**WHAT THE TASK ASKS:** Print out the records that follow, exactly and completely.

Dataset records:
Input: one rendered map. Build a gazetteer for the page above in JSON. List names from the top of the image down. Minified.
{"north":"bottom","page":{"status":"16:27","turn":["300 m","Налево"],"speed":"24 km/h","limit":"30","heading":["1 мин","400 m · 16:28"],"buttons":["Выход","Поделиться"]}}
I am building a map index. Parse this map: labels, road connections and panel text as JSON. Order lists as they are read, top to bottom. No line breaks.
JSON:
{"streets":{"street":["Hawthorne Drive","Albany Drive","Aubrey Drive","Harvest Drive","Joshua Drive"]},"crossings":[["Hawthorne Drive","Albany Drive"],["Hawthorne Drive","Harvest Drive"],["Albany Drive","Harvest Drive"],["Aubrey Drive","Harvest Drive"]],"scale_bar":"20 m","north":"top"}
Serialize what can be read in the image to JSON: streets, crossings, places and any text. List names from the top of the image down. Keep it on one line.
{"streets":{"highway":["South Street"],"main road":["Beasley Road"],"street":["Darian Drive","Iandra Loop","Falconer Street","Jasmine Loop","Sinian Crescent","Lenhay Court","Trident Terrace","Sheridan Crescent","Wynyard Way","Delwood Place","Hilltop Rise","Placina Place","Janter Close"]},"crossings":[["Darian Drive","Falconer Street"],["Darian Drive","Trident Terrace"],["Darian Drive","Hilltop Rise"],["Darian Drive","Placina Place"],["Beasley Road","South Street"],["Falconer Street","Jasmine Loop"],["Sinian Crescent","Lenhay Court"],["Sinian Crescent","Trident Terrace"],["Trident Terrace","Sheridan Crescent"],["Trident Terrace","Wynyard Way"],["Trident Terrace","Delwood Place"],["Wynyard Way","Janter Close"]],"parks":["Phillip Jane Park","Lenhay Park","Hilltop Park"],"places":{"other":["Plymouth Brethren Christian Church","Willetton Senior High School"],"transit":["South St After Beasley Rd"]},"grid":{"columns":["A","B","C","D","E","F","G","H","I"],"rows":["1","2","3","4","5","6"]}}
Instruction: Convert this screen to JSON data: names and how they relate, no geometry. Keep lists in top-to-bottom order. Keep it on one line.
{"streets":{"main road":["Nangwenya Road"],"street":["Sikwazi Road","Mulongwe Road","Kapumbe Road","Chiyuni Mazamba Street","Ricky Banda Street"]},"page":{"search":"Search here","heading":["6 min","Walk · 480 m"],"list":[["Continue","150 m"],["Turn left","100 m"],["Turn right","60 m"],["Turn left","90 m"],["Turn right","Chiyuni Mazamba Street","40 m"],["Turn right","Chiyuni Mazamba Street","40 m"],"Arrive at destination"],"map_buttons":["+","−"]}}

**EXERCISE ANSWER:**
Input: one rendered map. Build a gazetteer for the page above in JSON. List names from the top of the image down. Minified.
{"north":"bottom","page":{"status":"16:27","turn":["300 m","Налево"],"speed":"24 km/h","limit":"30","heading":["1 мин","400 m · 16:28"],"buttons":["Выход","Поделиться"]}}
I am building a map index. Parse this map: labels, road connections and panel text as JSON. Order lists as they are read, top to bottom. No line breaks.
JSON:
{"streets":{"street":["Hawthorne Drive","Albany Drive","Aubrey Drive","Harvest Drive","Joshua Drive"]},"crossings":[["Hawthorne Drive","Albany Drive"],["Hawthorne Drive","Harvest Drive"],["Albany Drive","Harvest Drive"],["Aubrey Drive","Harvest Drive"]],"scale_bar":"20 m","north":"top"}
Serialize what can be read in the image to JSON: streets, crossings, places and any text. List names from the top of the image down. Keep it on one line.
{"streets":{"highway":["South Street"],"main road":["Beasley Road"],"street":["Darian Drive","Iandra Loop","Falconer Street","Jasmine Loop","Sinian Crescent","Lenhay Court","Trident Terrace","Sheridan Crescent","Wynyard Way","Delwood Place","Hilltop Rise","Placina Place","Janter Close"]},"crossings":[["Darian Drive","Falconer Street"],["Darian Drive","Trident Terrace"],["Darian Drive","Hilltop Rise"],["Darian Drive","Placina Place"],["Beasley Road","South Street"],["Falconer Street","Jasmine Loop"],["Sinian Crescent","Lenhay Court"],["Sinian Crescent","Trident Terrace"],["Trident Terrace","Sheridan Crescent"],["Trident Terrace","Wynyard Way"],["Trident Terrace","Delwood Place"],["Wynyard Way","Janter Close"]],"parks":["Phillip Jane Park","Lenhay Park","Hilltop Park"],"places":{"other":["Plymouth Brethren Christian Church","Willetton Senior High School"],"transit":["South St After Beasley Rd"]},"grid":{"columns":["A","B","C","D","E","F","G","H","I"],"rows":["1","2","3","4","5","6"]}}
Instruction: Convert this screen to JSON data: names and how they relate, no geometry. Keep lists in top-to-bottom order. Keep it on one line.
{"streets":{"main road":["Nangwenya Road"],"street":["Sikwazi Road","Mulongwe Road","Kapumbe Road","Chiyuni Mazamba Street","Ricky Banda Street"]},"page":{"search":"Search here","heading":["6 min","Walk · 480 m"],"list":[["Continue","150 m"],["Turn left","100 m"],["Turn right","60 m"],["Turn left","90 m"],["Turn right","Chiyuni Mazamba Street","40 m"],["Turn right","Chiyuni Mazamba Street","40 m"],"Arrive at destination"],"map_buttons":["+","−"]}}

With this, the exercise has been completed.